What to produce:
For each line in the material below that holds "gazetteer", copy that line.

═══ Data listing

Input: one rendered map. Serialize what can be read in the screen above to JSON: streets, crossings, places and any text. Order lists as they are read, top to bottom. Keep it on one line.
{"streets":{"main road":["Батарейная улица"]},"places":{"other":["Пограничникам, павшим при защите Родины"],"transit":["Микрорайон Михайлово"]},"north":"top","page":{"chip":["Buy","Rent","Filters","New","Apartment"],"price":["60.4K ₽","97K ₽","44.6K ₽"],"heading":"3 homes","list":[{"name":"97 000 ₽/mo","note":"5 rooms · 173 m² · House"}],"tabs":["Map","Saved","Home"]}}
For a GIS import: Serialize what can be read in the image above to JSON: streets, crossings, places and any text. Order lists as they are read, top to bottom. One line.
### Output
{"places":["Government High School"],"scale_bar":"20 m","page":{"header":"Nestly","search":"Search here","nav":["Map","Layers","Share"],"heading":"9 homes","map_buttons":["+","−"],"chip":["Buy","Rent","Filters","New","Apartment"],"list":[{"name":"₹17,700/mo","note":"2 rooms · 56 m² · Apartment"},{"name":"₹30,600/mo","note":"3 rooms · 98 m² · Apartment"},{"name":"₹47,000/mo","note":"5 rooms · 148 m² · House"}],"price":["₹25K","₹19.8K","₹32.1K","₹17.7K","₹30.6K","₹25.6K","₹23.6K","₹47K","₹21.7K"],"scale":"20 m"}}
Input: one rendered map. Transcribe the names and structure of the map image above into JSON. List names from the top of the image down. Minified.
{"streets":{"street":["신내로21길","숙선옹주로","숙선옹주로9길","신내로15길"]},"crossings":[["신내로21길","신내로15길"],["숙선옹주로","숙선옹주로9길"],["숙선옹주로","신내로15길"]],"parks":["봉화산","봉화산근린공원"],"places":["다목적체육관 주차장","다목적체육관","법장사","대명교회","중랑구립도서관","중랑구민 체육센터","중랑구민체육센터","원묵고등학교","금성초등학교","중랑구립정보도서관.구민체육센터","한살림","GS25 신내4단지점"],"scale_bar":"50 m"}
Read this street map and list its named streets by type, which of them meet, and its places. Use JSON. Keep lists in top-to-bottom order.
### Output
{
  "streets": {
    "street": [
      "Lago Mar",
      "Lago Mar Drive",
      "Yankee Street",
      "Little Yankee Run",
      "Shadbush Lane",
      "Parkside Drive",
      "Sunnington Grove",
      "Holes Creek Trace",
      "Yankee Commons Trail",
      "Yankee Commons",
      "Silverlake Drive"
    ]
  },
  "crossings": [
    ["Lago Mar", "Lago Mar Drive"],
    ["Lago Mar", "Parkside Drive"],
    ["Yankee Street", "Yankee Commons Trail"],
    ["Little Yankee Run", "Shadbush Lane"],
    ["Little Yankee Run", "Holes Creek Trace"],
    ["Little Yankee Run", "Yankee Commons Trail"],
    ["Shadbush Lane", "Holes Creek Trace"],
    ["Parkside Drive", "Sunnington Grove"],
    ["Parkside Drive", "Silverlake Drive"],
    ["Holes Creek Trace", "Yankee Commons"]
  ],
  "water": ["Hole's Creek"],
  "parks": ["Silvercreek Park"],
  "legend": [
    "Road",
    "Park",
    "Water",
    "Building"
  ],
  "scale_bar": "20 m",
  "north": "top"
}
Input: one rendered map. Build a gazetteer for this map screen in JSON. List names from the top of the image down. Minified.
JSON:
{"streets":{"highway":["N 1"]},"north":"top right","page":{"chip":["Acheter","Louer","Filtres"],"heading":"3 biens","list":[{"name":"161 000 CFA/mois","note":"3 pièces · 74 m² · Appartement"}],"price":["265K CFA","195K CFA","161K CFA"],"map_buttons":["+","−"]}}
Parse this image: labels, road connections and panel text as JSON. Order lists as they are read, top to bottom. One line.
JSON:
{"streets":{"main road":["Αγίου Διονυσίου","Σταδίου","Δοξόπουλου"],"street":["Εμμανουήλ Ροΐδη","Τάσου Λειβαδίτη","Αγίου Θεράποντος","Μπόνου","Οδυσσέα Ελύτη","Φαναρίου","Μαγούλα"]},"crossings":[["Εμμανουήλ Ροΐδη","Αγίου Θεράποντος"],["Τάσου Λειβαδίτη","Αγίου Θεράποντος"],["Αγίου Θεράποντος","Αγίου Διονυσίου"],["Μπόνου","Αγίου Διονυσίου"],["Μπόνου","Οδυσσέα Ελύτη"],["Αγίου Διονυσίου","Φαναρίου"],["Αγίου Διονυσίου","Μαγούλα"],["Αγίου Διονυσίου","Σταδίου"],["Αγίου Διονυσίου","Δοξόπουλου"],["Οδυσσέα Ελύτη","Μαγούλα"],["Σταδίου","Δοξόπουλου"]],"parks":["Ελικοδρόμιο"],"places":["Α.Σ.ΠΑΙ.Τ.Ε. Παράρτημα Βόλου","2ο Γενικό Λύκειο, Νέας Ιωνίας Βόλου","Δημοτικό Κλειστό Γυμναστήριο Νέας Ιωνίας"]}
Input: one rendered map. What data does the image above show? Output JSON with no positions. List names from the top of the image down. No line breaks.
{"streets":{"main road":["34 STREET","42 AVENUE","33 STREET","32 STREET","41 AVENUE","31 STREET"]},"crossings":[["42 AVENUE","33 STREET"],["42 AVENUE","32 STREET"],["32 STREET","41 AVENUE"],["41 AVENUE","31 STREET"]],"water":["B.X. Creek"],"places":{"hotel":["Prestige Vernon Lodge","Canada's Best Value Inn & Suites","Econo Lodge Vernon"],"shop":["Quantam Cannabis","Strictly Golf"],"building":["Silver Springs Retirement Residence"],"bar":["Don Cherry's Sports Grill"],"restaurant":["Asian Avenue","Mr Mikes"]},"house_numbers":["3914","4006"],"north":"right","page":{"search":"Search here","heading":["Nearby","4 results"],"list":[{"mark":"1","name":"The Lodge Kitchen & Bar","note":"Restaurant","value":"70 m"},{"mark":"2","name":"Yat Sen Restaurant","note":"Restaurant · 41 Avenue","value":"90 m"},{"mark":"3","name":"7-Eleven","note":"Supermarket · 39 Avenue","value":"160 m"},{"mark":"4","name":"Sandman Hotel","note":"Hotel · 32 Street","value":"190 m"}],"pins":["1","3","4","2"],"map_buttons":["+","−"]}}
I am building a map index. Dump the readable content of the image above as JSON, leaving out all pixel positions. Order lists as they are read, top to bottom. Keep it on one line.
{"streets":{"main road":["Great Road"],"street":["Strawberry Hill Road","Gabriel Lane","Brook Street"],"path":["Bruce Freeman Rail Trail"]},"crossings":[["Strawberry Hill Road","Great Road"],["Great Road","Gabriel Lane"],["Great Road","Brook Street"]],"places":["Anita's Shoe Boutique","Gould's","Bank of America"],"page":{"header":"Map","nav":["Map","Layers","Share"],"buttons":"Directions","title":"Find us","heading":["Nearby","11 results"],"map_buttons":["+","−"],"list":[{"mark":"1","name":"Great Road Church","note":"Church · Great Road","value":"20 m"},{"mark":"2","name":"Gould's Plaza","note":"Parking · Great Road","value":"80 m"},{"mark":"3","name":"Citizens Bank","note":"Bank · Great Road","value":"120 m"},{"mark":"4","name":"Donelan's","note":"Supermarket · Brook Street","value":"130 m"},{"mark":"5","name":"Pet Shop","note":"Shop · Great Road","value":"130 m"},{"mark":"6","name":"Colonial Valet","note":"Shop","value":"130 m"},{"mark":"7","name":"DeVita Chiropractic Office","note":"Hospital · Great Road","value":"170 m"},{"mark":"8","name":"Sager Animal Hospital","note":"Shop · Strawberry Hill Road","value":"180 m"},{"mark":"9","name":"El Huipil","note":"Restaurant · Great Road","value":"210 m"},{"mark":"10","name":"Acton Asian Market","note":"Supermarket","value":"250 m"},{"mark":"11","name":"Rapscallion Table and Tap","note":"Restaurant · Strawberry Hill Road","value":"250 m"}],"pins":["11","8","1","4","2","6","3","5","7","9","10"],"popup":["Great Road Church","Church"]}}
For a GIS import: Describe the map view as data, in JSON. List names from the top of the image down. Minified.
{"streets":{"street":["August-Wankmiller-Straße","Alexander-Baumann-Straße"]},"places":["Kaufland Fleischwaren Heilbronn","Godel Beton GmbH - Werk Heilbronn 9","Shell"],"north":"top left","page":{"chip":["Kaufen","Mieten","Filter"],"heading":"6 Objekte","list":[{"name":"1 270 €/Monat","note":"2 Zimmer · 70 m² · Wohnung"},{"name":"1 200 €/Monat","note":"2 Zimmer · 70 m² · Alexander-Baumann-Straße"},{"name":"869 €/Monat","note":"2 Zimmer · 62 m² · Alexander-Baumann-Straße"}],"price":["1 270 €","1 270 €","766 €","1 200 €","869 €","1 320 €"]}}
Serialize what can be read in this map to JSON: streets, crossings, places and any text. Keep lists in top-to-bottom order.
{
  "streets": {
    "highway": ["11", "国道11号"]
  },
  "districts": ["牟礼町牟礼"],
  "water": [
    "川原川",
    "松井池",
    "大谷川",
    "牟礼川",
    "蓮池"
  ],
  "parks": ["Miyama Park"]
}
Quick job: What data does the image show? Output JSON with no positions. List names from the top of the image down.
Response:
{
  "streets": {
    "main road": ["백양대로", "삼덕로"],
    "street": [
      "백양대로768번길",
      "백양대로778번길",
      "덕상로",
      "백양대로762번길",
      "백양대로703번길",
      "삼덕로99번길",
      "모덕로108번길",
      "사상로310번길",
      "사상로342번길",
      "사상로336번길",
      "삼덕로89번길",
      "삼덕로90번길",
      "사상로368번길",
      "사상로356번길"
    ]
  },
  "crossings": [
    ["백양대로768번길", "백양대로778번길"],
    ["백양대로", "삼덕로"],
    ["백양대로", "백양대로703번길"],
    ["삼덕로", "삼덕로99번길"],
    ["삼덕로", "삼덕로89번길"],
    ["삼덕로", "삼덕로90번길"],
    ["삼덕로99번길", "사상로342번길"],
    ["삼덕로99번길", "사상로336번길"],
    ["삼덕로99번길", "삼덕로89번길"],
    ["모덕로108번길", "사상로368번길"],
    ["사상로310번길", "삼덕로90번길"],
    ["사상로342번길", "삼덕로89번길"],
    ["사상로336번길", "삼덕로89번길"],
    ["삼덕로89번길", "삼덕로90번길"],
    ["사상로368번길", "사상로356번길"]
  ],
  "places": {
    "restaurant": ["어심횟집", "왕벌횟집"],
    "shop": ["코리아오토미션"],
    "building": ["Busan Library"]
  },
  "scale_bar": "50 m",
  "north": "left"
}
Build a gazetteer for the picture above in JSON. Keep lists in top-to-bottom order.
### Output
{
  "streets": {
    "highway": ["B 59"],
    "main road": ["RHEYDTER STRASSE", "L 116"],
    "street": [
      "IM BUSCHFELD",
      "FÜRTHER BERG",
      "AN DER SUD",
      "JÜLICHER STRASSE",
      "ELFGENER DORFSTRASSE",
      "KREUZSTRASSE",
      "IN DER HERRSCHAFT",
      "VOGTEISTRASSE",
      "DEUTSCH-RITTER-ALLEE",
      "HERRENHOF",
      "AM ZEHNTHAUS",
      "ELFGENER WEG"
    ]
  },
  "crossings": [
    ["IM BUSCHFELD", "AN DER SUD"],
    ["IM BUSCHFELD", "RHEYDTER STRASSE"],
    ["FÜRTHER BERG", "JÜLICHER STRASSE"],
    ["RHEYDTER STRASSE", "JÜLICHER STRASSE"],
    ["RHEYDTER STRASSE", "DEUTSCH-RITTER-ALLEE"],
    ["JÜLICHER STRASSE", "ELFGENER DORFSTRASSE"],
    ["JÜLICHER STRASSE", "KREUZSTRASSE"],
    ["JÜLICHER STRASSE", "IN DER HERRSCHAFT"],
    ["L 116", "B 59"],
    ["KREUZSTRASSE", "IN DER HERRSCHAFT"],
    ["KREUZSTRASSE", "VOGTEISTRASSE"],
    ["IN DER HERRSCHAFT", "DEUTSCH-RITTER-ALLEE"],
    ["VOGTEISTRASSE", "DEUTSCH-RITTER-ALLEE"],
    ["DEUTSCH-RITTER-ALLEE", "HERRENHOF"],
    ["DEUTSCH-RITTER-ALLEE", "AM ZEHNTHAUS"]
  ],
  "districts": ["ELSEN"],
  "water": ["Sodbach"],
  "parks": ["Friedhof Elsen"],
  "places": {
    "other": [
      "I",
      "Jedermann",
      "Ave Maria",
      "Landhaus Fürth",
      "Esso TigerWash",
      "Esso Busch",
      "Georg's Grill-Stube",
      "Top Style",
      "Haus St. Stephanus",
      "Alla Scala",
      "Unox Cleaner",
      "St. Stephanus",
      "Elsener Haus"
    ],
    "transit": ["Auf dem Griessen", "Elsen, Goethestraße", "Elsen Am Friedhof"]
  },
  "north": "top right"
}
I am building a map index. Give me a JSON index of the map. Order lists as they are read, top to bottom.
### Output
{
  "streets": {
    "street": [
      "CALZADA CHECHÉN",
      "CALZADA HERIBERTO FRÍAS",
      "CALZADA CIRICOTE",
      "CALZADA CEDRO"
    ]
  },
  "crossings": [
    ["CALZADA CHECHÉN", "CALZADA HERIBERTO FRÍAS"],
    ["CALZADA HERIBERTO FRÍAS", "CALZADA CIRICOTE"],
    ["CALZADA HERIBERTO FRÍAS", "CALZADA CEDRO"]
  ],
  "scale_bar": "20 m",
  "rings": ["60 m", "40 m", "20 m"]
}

══════

Reply to the task:
Input: one rendered map. Build a gazetteer for this map screen in JSON. List names from the top of the image down. Minified.
Build a gazetteer for the picture above in JSON. Keep lists in top-to-bottom order.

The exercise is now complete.